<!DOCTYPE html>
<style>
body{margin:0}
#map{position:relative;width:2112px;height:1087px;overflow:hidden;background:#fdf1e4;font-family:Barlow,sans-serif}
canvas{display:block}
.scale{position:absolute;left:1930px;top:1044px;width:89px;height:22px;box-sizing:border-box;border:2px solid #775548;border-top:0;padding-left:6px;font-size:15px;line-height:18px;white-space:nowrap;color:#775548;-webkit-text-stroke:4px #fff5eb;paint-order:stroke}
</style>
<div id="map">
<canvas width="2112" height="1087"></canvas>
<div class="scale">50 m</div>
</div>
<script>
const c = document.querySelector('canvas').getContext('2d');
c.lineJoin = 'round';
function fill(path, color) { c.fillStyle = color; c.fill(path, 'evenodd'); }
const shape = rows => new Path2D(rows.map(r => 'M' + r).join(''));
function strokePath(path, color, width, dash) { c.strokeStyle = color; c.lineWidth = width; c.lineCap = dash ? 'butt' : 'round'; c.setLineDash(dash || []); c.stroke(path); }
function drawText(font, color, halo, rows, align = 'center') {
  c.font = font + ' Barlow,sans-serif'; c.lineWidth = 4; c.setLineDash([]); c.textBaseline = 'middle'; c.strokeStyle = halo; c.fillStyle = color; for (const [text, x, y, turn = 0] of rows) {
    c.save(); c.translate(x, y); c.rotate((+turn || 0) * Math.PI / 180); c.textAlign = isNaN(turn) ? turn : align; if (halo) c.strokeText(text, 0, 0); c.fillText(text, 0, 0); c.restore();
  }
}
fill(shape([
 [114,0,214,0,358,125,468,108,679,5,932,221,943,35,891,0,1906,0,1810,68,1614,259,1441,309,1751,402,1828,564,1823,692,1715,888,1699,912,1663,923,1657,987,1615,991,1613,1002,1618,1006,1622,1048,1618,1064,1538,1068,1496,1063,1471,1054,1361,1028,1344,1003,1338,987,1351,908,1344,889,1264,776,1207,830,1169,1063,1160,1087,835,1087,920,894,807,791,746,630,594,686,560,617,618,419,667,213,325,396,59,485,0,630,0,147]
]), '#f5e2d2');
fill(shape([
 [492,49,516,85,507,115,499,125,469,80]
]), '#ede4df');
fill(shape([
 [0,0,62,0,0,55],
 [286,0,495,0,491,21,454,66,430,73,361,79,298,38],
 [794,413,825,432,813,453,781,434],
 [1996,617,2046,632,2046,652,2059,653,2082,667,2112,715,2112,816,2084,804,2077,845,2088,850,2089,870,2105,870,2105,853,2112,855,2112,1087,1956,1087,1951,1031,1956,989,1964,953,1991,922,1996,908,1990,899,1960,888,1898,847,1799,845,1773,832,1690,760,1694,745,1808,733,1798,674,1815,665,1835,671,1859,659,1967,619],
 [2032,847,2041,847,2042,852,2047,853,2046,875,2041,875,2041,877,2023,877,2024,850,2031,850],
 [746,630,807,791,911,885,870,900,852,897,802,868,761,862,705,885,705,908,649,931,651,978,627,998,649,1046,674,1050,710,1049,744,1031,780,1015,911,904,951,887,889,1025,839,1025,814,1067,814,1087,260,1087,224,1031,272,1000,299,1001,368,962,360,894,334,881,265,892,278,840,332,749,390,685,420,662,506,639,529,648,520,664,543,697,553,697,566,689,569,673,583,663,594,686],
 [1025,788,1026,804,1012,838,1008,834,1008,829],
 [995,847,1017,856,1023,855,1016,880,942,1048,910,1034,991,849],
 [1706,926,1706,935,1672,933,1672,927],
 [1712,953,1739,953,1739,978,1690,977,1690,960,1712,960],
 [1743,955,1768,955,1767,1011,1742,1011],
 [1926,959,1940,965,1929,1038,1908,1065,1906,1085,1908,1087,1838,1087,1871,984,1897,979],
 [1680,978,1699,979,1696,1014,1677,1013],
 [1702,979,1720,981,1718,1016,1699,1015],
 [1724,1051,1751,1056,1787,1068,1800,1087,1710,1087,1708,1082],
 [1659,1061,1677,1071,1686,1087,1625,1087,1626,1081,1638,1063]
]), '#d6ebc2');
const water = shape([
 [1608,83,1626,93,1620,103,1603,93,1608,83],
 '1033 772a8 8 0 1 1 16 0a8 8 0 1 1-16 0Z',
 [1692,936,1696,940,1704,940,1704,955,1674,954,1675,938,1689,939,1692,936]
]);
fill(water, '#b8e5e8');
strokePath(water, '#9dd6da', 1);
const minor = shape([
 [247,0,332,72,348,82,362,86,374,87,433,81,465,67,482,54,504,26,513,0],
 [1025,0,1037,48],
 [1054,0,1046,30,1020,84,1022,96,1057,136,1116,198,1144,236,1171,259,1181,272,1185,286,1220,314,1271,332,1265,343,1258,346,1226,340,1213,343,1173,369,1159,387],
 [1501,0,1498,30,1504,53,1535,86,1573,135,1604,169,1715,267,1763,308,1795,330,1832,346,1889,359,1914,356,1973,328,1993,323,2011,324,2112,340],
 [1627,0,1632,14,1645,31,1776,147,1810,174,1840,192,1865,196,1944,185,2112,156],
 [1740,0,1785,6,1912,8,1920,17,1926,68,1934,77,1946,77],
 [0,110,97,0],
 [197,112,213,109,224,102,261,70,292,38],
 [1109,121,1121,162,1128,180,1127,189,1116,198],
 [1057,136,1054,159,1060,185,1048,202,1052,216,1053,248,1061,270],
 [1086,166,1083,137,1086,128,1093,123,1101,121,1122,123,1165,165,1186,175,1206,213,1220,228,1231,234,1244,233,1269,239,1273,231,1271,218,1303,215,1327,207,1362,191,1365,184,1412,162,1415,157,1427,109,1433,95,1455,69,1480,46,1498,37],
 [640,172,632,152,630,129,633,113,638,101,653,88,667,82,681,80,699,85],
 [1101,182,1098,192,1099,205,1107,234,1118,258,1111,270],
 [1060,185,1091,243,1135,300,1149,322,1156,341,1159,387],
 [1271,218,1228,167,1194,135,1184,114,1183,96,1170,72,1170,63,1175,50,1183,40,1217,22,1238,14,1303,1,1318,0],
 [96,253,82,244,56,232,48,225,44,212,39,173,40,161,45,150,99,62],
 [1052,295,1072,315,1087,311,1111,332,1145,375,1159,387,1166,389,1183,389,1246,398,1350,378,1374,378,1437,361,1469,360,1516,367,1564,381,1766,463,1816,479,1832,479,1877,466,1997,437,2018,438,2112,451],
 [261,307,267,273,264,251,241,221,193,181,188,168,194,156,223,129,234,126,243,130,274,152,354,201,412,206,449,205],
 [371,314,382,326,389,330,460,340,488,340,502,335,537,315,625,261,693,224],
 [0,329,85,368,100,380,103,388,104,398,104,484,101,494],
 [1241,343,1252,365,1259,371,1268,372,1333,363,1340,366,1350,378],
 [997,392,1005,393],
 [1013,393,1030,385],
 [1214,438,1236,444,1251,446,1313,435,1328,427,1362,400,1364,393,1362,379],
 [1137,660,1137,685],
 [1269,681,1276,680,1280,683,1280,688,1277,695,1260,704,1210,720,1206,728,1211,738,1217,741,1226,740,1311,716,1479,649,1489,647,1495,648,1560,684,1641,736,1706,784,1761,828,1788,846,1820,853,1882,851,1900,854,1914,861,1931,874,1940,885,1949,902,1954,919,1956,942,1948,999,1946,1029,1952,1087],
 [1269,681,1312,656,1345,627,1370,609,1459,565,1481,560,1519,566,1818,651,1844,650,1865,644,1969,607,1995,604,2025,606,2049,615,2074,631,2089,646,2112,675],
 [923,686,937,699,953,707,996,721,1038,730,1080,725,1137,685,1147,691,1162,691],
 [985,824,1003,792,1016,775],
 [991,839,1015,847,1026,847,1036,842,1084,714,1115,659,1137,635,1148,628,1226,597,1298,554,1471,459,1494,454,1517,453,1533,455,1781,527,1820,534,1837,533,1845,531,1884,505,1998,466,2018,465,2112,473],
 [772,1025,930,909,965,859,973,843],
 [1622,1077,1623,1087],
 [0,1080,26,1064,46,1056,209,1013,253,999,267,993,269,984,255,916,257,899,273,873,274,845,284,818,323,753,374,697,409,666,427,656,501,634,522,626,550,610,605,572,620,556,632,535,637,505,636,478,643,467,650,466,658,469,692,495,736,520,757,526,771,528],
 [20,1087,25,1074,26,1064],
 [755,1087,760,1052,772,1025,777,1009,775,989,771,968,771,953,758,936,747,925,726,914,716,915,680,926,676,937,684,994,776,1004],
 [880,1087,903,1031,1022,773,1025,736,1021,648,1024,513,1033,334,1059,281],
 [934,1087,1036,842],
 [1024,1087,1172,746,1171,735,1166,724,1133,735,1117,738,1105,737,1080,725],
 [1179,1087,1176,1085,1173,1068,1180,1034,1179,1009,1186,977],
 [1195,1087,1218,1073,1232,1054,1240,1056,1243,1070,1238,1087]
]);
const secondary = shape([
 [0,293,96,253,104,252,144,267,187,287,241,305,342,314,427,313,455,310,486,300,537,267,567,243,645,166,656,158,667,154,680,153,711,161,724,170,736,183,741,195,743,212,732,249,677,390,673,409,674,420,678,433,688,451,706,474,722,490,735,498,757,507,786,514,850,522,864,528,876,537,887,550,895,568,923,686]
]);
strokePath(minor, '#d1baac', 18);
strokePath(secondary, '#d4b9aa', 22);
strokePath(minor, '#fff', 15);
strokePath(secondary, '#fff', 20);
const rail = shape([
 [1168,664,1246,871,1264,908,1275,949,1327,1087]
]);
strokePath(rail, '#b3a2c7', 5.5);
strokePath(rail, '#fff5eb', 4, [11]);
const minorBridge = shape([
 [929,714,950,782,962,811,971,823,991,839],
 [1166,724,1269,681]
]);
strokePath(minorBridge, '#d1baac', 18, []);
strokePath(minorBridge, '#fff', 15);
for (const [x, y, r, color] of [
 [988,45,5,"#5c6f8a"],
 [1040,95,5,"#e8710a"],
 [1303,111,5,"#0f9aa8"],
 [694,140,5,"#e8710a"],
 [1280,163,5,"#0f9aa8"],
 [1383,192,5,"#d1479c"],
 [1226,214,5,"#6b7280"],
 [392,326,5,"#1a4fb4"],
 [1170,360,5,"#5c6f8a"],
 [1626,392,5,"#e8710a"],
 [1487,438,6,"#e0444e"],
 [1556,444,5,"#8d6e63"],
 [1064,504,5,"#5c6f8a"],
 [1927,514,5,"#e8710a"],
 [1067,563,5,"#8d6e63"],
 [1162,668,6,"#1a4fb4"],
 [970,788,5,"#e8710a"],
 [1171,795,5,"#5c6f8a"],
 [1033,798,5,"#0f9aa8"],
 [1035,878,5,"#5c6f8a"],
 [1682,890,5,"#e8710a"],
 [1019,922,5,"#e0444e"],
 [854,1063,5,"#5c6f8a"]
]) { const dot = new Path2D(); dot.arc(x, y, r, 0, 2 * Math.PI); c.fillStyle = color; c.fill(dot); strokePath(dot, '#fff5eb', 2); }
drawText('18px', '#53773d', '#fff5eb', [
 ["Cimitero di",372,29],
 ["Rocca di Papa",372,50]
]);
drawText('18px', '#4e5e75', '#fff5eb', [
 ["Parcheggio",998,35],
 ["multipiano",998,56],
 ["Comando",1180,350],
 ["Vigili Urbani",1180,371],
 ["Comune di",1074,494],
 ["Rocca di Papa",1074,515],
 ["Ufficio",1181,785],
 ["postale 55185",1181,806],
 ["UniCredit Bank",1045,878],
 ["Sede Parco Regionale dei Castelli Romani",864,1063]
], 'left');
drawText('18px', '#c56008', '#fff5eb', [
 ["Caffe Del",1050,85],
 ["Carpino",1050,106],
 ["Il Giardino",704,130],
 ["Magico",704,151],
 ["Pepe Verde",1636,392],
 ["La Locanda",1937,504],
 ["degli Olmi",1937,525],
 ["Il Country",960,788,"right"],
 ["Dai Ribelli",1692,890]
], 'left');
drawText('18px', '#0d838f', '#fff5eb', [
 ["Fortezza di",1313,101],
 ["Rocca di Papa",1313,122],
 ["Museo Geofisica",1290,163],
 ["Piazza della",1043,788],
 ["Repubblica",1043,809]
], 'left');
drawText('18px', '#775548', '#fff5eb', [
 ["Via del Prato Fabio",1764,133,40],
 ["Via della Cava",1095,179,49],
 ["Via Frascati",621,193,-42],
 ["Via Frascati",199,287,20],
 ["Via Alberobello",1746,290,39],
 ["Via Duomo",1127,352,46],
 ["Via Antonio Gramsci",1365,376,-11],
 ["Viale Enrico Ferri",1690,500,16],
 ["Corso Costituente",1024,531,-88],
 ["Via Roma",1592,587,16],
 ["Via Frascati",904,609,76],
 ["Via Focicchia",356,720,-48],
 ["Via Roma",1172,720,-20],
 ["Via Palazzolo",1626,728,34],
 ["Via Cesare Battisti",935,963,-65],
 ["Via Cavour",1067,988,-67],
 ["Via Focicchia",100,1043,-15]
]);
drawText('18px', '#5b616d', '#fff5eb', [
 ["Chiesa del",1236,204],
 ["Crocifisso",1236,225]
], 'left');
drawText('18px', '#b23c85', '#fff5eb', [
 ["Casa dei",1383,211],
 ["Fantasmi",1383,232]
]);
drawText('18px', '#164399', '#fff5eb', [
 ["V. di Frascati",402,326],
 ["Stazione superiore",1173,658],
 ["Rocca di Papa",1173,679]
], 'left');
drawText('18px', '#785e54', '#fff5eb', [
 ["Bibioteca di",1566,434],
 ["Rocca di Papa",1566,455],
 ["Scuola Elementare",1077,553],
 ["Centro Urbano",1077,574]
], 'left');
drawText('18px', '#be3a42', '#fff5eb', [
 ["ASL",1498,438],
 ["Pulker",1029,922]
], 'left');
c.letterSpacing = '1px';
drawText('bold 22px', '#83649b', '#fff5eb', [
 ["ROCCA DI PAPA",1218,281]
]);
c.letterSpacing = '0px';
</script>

....................

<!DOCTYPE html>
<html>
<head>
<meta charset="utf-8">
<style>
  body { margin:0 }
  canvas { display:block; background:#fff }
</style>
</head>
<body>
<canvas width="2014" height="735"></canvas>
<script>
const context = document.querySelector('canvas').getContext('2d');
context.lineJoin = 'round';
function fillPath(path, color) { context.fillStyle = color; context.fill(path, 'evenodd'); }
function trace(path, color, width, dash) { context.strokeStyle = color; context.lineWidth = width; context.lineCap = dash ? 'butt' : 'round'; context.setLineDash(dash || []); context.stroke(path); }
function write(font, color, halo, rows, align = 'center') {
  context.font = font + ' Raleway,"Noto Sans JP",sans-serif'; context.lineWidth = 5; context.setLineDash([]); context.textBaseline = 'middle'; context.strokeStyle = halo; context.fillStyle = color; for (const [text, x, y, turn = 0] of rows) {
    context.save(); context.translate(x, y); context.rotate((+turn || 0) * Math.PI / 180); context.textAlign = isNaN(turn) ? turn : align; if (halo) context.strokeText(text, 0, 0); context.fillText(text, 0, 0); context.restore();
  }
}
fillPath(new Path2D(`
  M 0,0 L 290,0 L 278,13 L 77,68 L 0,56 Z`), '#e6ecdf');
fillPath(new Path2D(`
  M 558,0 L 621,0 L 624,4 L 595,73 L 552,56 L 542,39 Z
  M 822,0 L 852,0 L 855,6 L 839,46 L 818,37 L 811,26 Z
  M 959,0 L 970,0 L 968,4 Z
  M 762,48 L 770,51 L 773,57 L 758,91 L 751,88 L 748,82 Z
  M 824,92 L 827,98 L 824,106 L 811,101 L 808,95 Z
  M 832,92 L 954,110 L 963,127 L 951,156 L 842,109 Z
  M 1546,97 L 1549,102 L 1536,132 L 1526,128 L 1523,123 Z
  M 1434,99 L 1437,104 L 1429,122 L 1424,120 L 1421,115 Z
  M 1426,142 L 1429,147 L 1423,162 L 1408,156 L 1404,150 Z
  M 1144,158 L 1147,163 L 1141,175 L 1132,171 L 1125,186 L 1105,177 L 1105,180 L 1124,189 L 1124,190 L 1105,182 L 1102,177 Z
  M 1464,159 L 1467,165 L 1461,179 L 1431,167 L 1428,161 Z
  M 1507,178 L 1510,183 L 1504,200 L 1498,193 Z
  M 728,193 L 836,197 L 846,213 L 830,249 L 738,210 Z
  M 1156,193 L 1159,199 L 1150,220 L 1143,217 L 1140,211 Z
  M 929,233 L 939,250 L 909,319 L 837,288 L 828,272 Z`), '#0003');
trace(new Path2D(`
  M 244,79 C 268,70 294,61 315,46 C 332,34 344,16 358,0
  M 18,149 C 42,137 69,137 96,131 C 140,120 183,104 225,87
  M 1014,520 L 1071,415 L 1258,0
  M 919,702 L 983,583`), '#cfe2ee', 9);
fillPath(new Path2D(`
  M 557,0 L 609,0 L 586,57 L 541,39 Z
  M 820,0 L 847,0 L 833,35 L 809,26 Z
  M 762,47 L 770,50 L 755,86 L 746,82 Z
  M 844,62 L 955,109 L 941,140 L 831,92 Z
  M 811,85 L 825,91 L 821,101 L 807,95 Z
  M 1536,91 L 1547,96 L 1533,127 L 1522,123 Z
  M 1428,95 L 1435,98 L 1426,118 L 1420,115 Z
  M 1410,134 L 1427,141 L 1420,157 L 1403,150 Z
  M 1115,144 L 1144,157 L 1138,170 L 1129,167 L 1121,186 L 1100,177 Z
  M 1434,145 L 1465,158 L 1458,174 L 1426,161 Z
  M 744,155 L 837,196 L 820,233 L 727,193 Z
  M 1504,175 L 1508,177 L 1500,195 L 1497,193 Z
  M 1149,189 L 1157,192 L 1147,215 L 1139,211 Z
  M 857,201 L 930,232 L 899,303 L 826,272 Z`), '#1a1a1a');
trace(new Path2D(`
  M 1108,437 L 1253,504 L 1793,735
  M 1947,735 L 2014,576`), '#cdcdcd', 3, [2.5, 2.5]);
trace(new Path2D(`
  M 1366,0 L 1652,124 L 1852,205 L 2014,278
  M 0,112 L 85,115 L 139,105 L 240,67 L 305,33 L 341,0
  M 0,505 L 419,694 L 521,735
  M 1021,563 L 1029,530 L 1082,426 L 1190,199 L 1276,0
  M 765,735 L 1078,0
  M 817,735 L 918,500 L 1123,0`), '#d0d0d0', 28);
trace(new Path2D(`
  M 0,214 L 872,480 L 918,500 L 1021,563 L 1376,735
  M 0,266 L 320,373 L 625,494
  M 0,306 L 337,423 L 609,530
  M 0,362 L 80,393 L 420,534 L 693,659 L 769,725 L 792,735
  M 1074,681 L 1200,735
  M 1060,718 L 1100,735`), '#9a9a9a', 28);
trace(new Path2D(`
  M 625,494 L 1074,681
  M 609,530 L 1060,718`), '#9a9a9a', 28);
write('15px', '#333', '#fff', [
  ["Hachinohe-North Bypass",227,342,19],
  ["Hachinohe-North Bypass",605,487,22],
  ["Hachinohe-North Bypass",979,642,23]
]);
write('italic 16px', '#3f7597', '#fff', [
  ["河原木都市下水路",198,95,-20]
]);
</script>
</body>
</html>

....................

Look over the listing and return each line that holds "scale".

.scale{position:absolute;left:1930px;top:1044px;width:89px;height:22px;box-sizing:border-box;border:2px solid #775548;border-top:0;padding-left:6px;font-size:15px;line-height:18px;white-space:nowrap;color:#775548;-webkit-text-stroke:4px #fff5eb;paint-order:stroke}
<div class="scale">50 m</div>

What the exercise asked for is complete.